In the chapter covering "who" and "what" design patterns, for example, the authors cover customer dimensions (particularly challenging because of their typical depth, width, and volatility) alongside the mini-dimension pattern, the sensible snowflaking pattern, swappable dimension patterns, customer relationships, and hierarchy maps, as well as employee dimensions alongside the hybrid slowly changing dimension (SCD) view pattern, the previous value attribute pattern, and the multi-valued hierarchy map pattern, followed by product and service dimensions alongside the multi-level dimension pattern and the parts explosion hierarchy map pattern. And the chapter covering "how" design patterns provides one of the best concise explanations of fact table types and fact types.

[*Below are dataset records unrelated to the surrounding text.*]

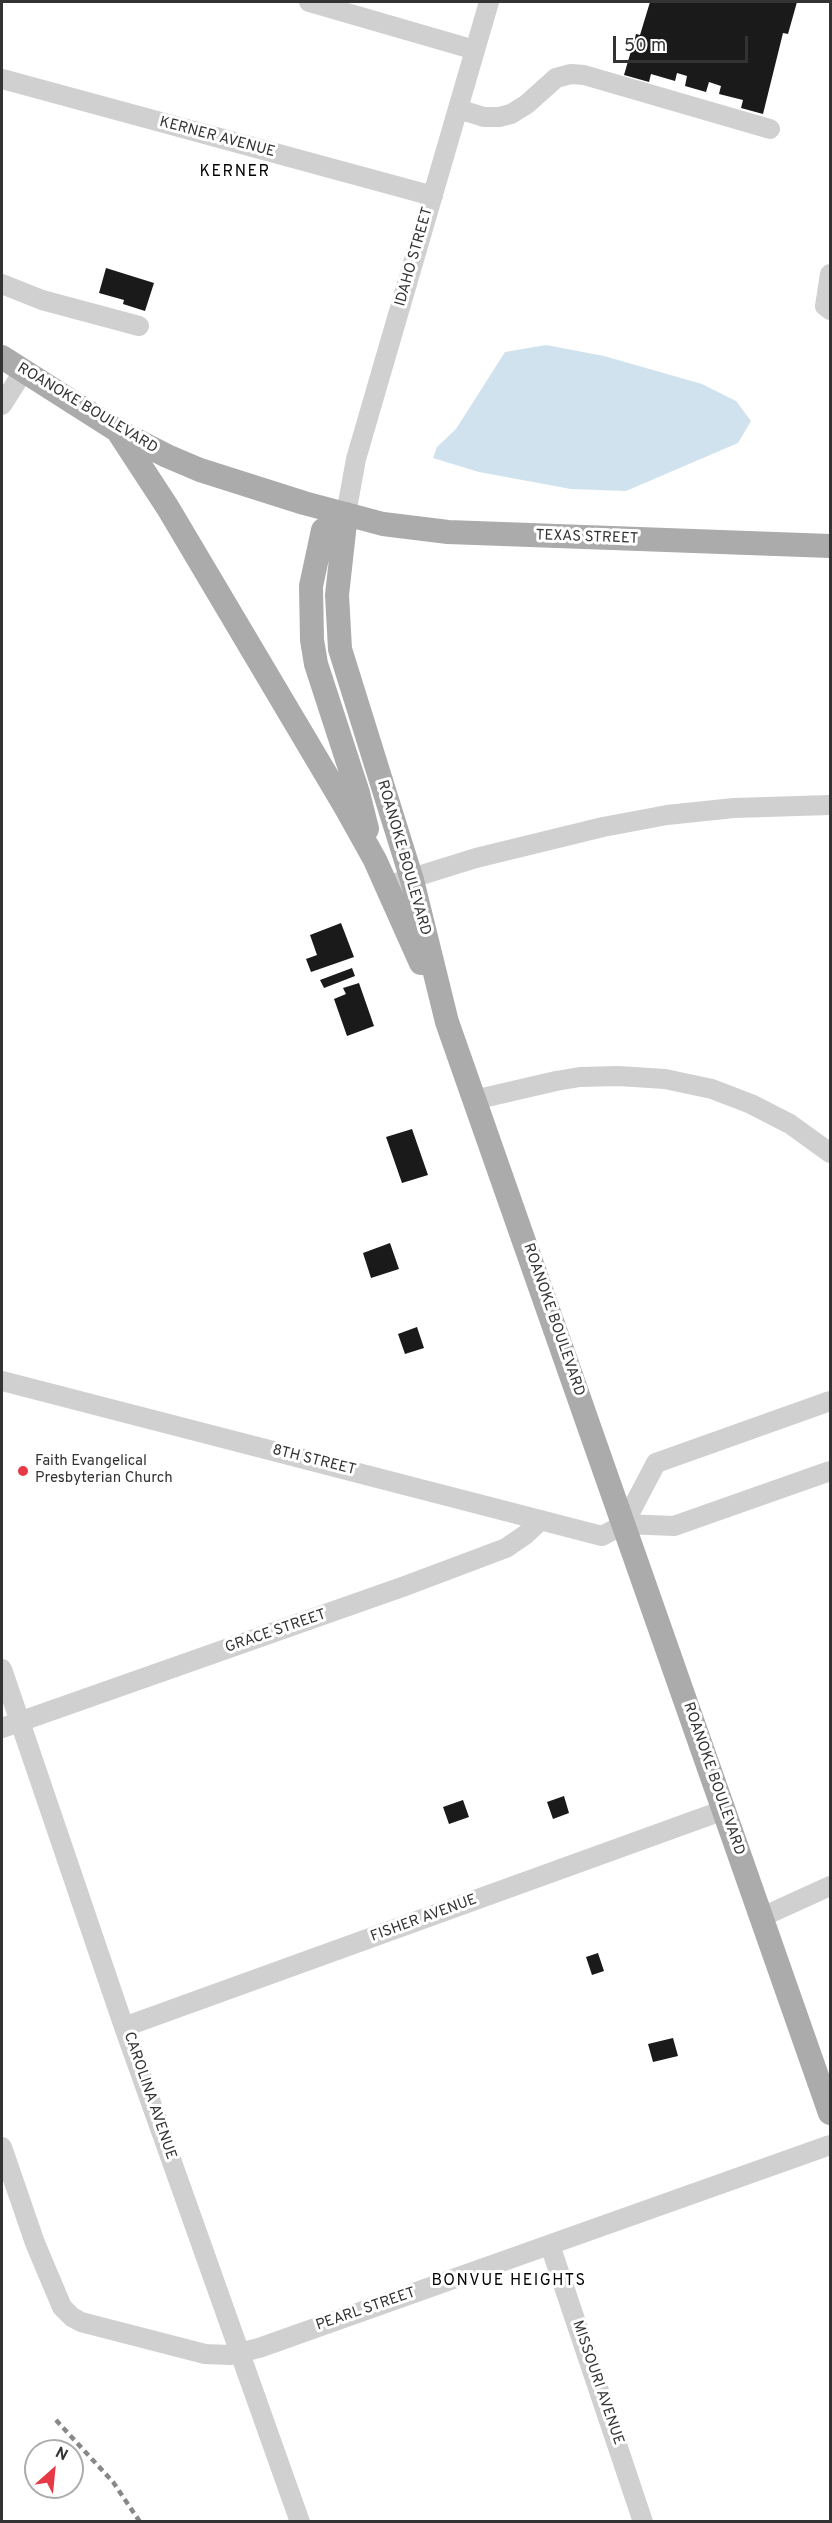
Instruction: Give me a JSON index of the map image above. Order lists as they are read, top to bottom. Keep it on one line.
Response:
{"streets":{"main road":["ROANOKE BOULEVARD","TEXAS STREET"],"street":["KERNER AVENUE","IDAHO STREET","8TH STREET","GRACE STREET","FISHER AVENUE","CAROLINA AVENUE","PEARL STREET","MISSOURI AVENUE"]},"crossings":[["KERNER AVENUE","IDAHO STREET"],["IDAHO STREET","ROANOKE BOULEVARD"],["IDAHO STREET","TEXAS STREET"],["ROANOKE BOULEVARD","TEXAS STREET"],["ROANOKE BOULEVARD","8TH STREET"],["ROANOKE BOULEVARD","FISHER AVENUE"],["8TH STREET","GRACE STREET"],["GRACE STREET","CAROLINA AVENUE"],["FISHER AVENUE","CAROLINA AVENUE"],["CAROLINA AVENUE","PEARL STREET"],["PEARL STREET","MISSOURI AVENUE"]],"districts":["KERNER","BONVUE HEIGHTS"],"places":["Faith Evangelical Presbyterian Church"],"scale_bar":"50 m","north":"top right"}
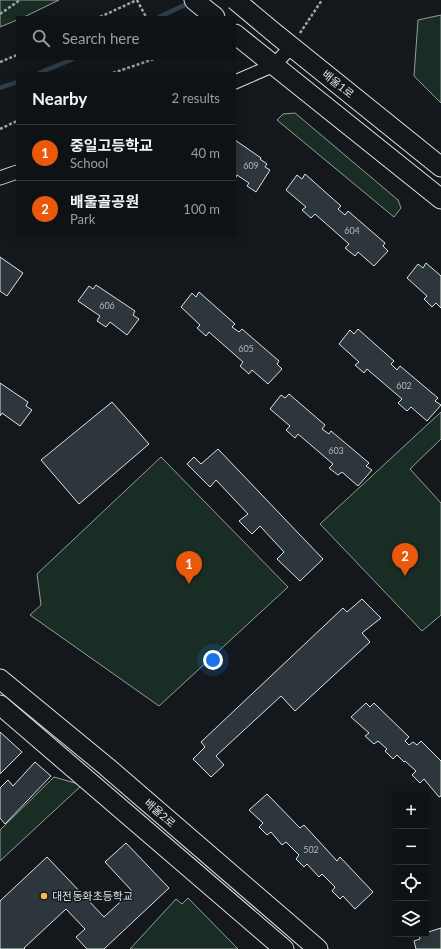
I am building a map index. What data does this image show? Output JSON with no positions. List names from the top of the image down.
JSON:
{
  "streets": {
    "main road": ["배울1로", "배울2로"]
  },
  "places": ["대전동화초등학교"],
  "house_numbers": [
    "609",
    "604",
    "606",
    "605",
    "602",
    "603",
    "502"
  ],
  "page": {
    "search": "Search here",
    "heading": ["Nearby", "2 results"],
    "list": [
      {
        "mark": "1",
        "name": "중일고등학교",
        "note": "School",
        "value": "40 m"
      },
      {
        "mark": "2",
        "name": "배울골공원",
        "note": "Park",
        "value": "100 m"
      }
    ],
    "pins": ["2", "1"],
    "map_buttons": ["+", "−"]
  }
}
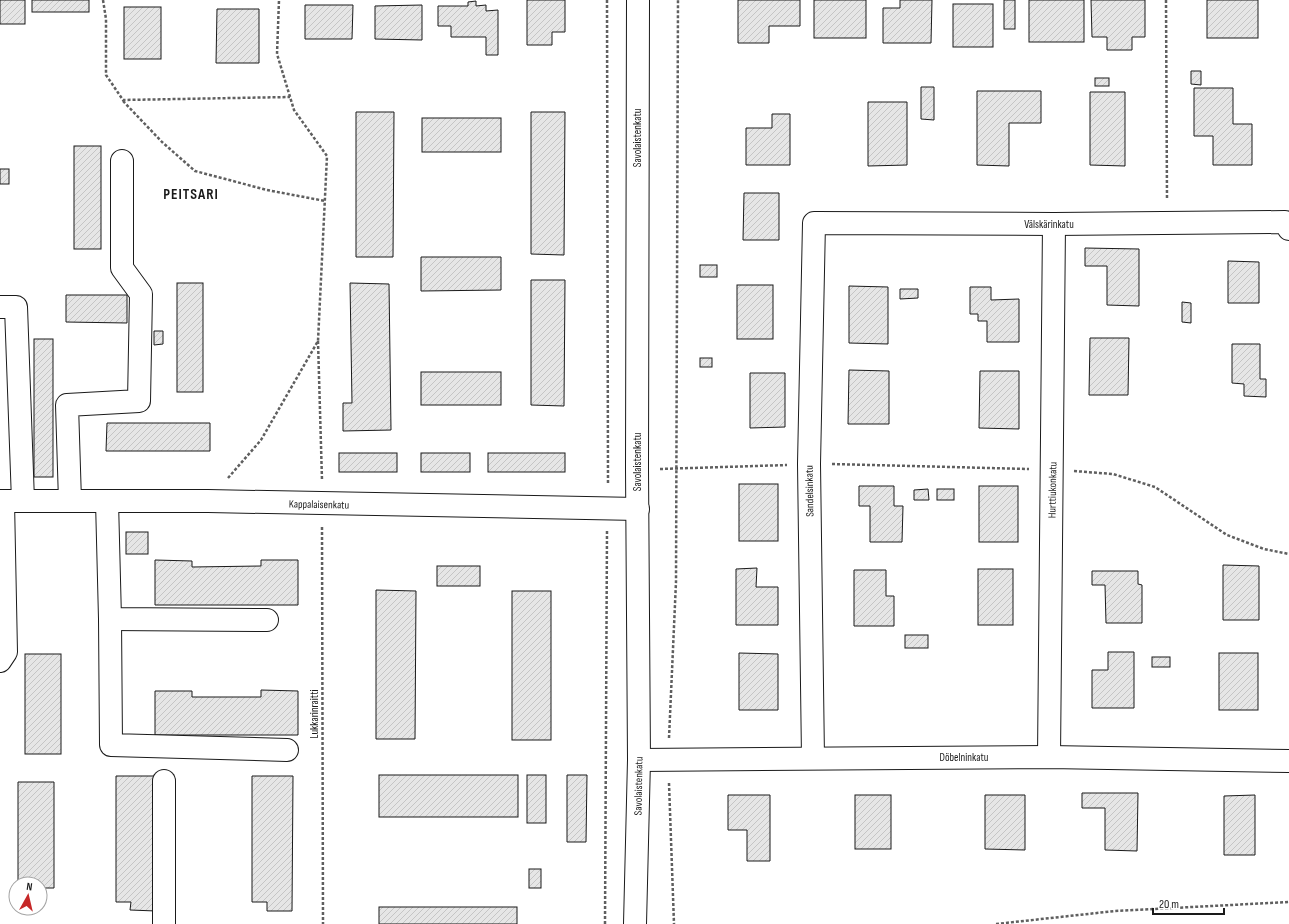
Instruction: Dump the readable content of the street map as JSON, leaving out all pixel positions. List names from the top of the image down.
{
  "streets": {
    "street": [
      "Savolaistenkatu",
      "Välskärinkatu",
      "Hurttiukonkatu",
      "Sandelsinkatu",
      "Kappalaisenkatu",
      "Döbelninkatu"
    ],
    "path": ["Lukkarinraitti"]
  },
  "crossings": [
    ["Savolaistenkatu", "Kappalaisenkatu"],
    ["Savolaistenkatu", "Döbelninkatu"],
    ["Välskärinkatu", "Hurttiukonkatu"],
    ["Välskärinkatu", "Sandelsinkatu"],
    ["Hurttiukonkatu", "Döbelninkatu"],
    ["Sandelsinkatu", "Döbelninkatu"],
    ["Kappalaisenkatu", "Lukkarinraitti"]
  ],
  "districts": ["PEITSARI"],
  "scale_bar": "20 m",
  "north": "top"
}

The one potential issue with this book is that although its goal is agile data warehouse design, getting familiar with the BEAM (business event analysis and modeling) notation used throughout the author discussions might be a bit time prohibitive for teams comprised of more than a few individuals to become accustomed when using for the first time. While the second appendix at the back of the book provides effective short codes for event story and fact table types, dimension table types, general column codes, data types, key types, dimensional attribute types, and event detail and fact column types, some upfront initial team investment will almost certainly be involved for which an agile spike will be needed, and close attention to workability with stakeholders should be assessed. Well recommended overall.
Don't forget to also register at the author's website for very useful tools and templates.
The BEAM* methodology alone was worth the "price of admission". It provides a manner to solicit and capture requirements (using Agile approaches of course) that makes is easier for stakeholders (people who will run and request reports) to articulate requirements. And then, a manner to translate them into Dimensional Models.